Assessment of Three Large Vendor’s Linux Strategies
By Bill Claybrook
http://aberdeen.com/ab_company/bios/claybrook.htm
July 18, 2003
In December 2002, I published a 35-page report entitled An Assessment of IBM’s Enterprise Linux Strategy [ http://aberdeen.com/ab_company/hottopics/ibmlinux/default.htm ]. In the next few weeks I will be publishing similar reports for Sun and HP. These reports are not sponsored by any of the vendors. The audiences are end-users, ISVs, suppliers, and systems integrators.
The table of contents common to each individual report includes: an executive summary, a detailed description of the vendor’s Linux strategy, what the vendor’s Linux strategy means to IT executives, key vendor middleware for Linux, ISV applications for Linux on the vendor’s platform(s), the vendor’s efforts to move Linux into the enterprise, and Aberdeen conclusions.

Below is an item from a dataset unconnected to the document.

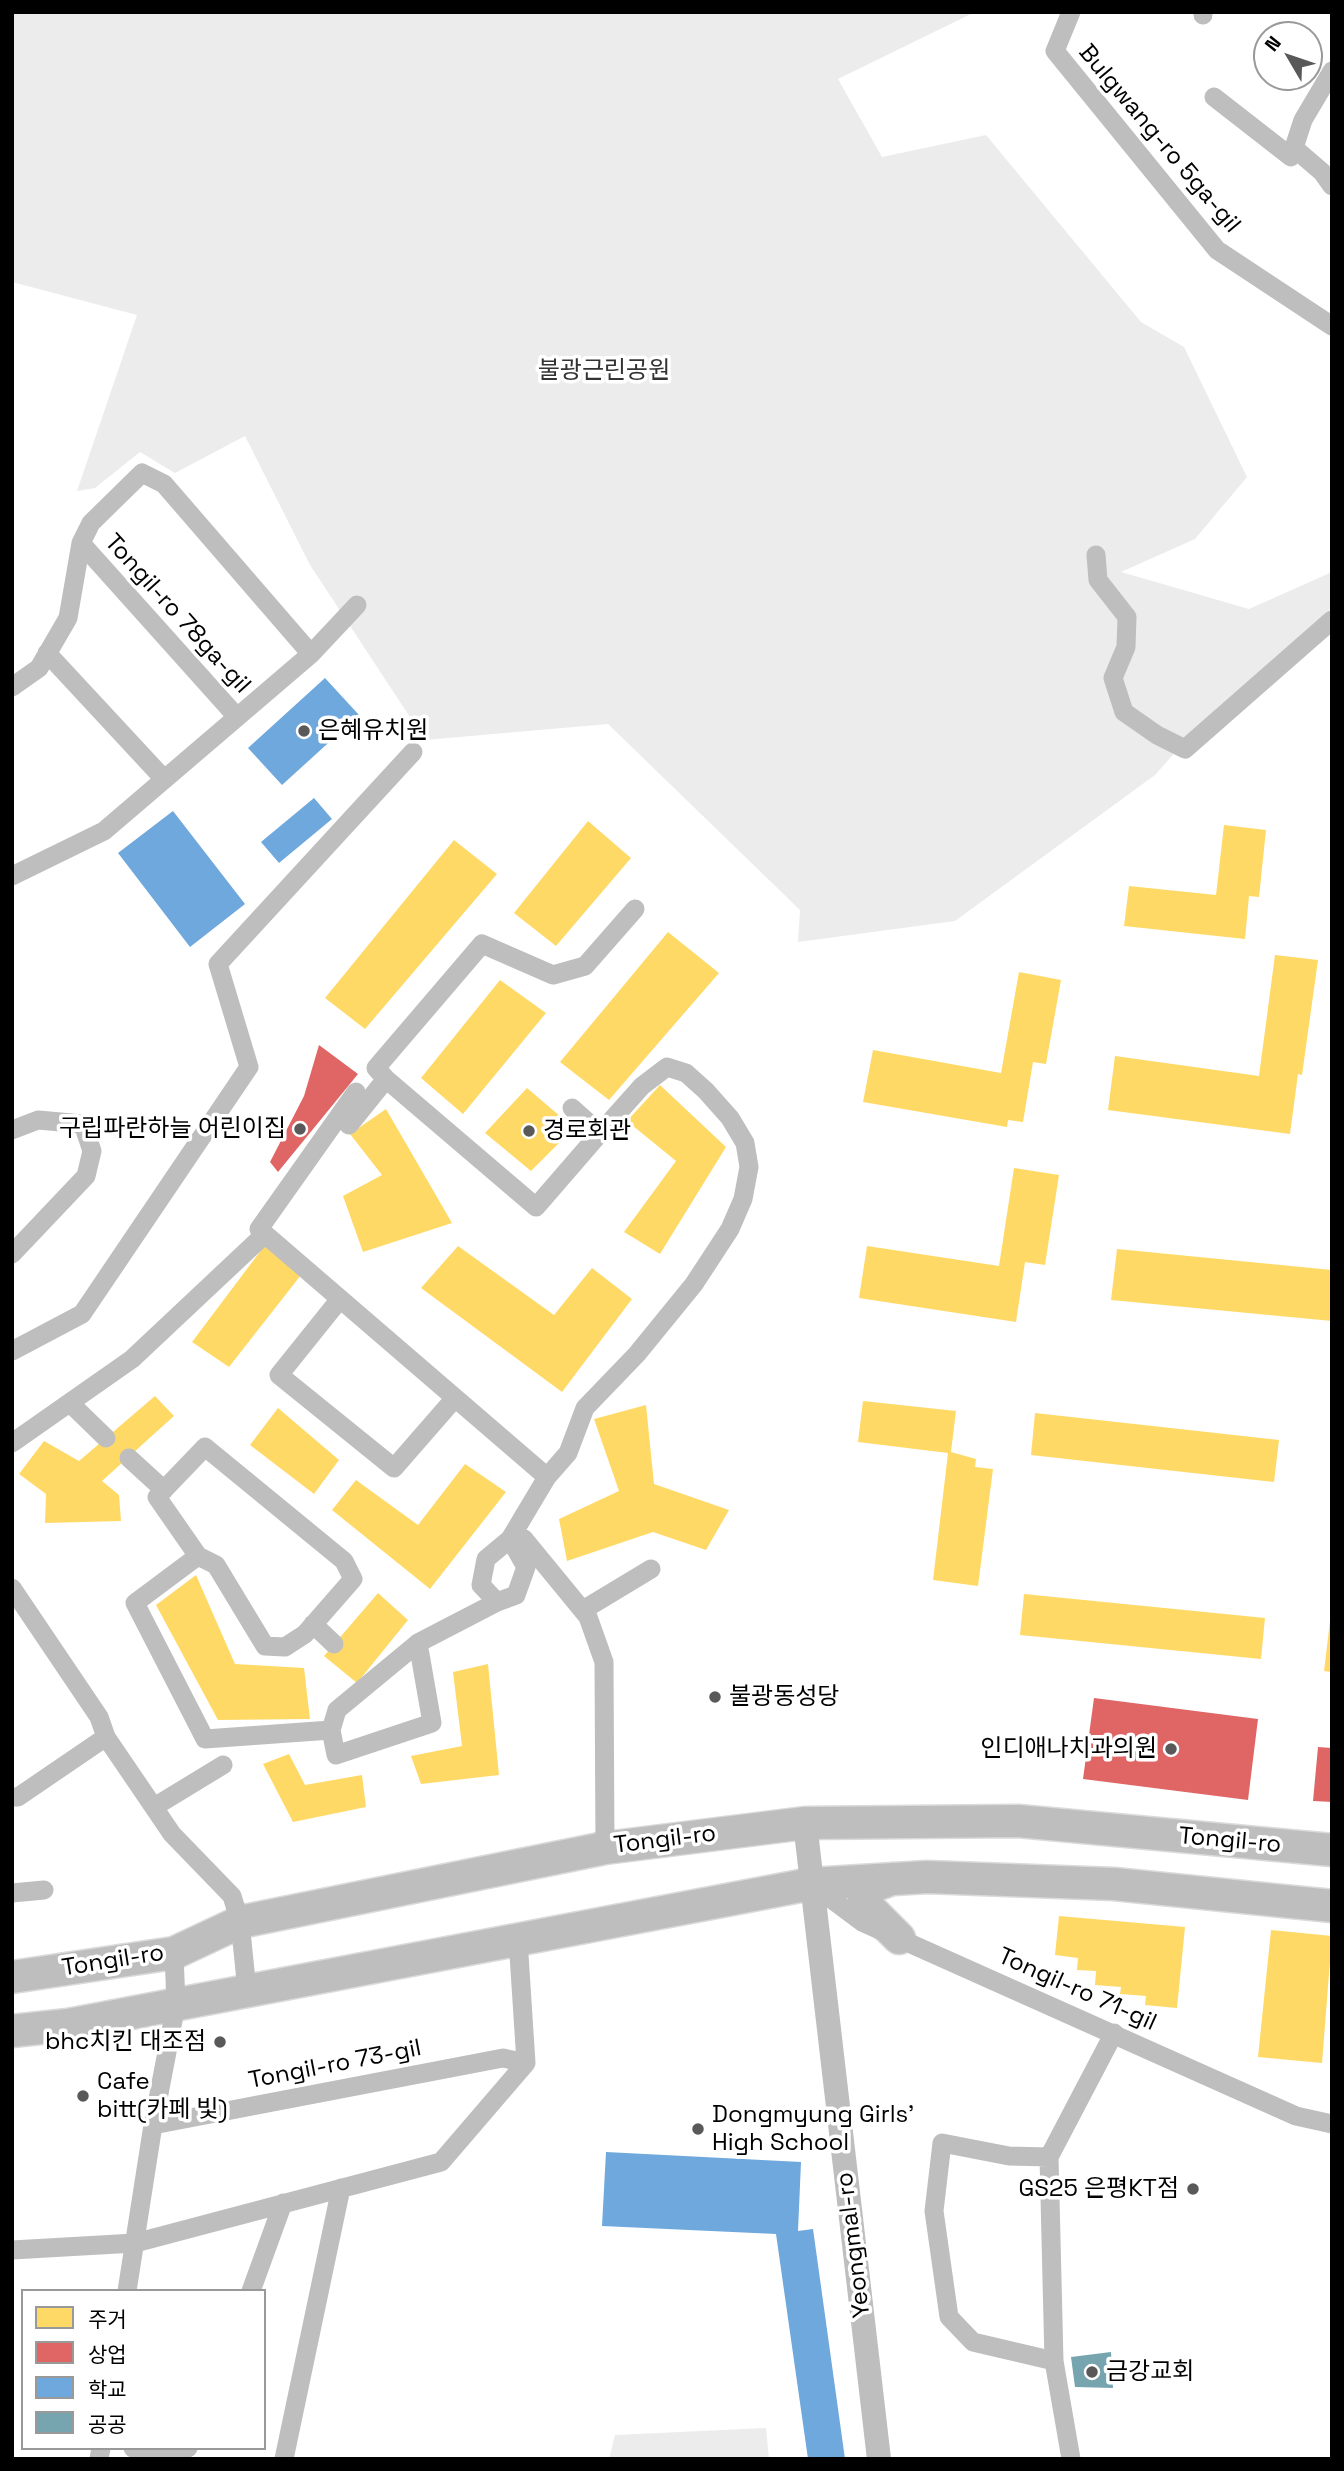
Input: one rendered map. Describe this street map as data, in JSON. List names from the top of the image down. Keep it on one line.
{"streets":{"main road":["Tongil-ro"],"street":["Bulgwang-ro 5ga-gil","Tongil-ro 78ga-gil","Tongil-ro 71-gil","Tongil-ro 73-gil","Yeongmal-ro"]},"crossings":[["Tongil-ro","Yeongmal-ro"],["Tongil-ro 71-gil","Yeongmal-ro"]],"parks":["불광근린공원"],"places":["은혜유치원","구립파란하늘 어린이집","경로회관","불광동성당","인디애나치과의원","bhc치킨 대조점","Cafe bitt(카페 빛)","Dongmyung Girls' High School","GS25 은평KT점","금강교회"],"legend":["주거","상업","학교","공공"],"north":"top left"}
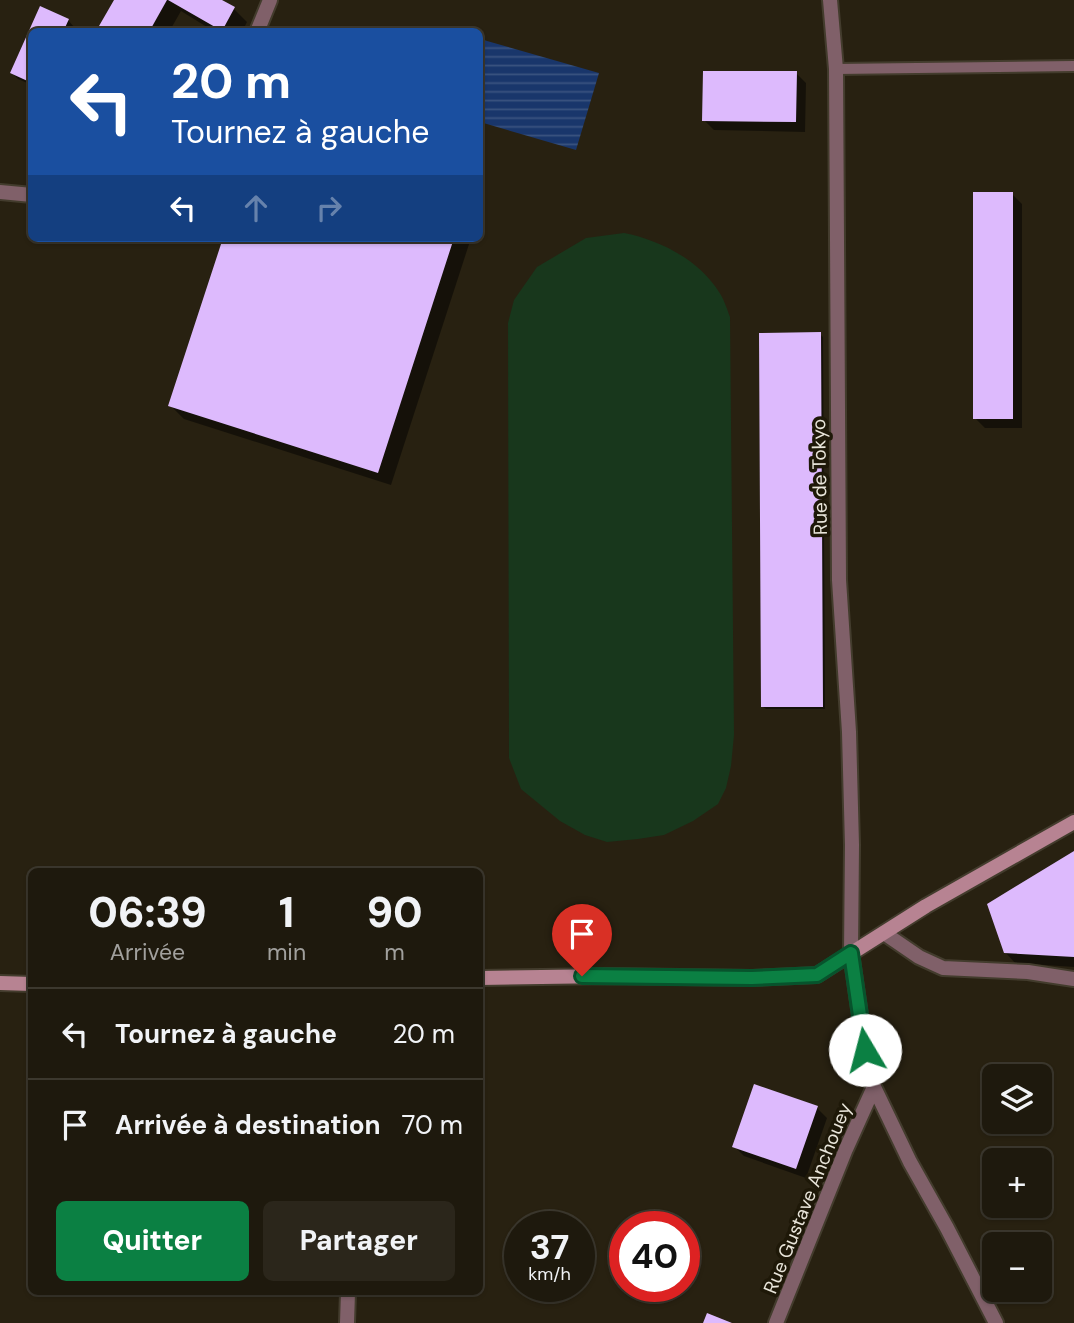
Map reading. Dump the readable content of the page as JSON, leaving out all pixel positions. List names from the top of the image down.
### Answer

IT managers and ISVs should take particular interest in the reports. The Linux strategies of HP, IBM, and Sun are wildly different. We have IBM on the one end supporting Linux on all of its eServer platforms, HP enthusiastically supporting Linux on 32-bit and Itanium 2 platforms with the largest Linux server business in the industry, and Sun supporting Linux only on x86 compatible platforms with no announced plans for hardware support for Linux beyond 2-way machines.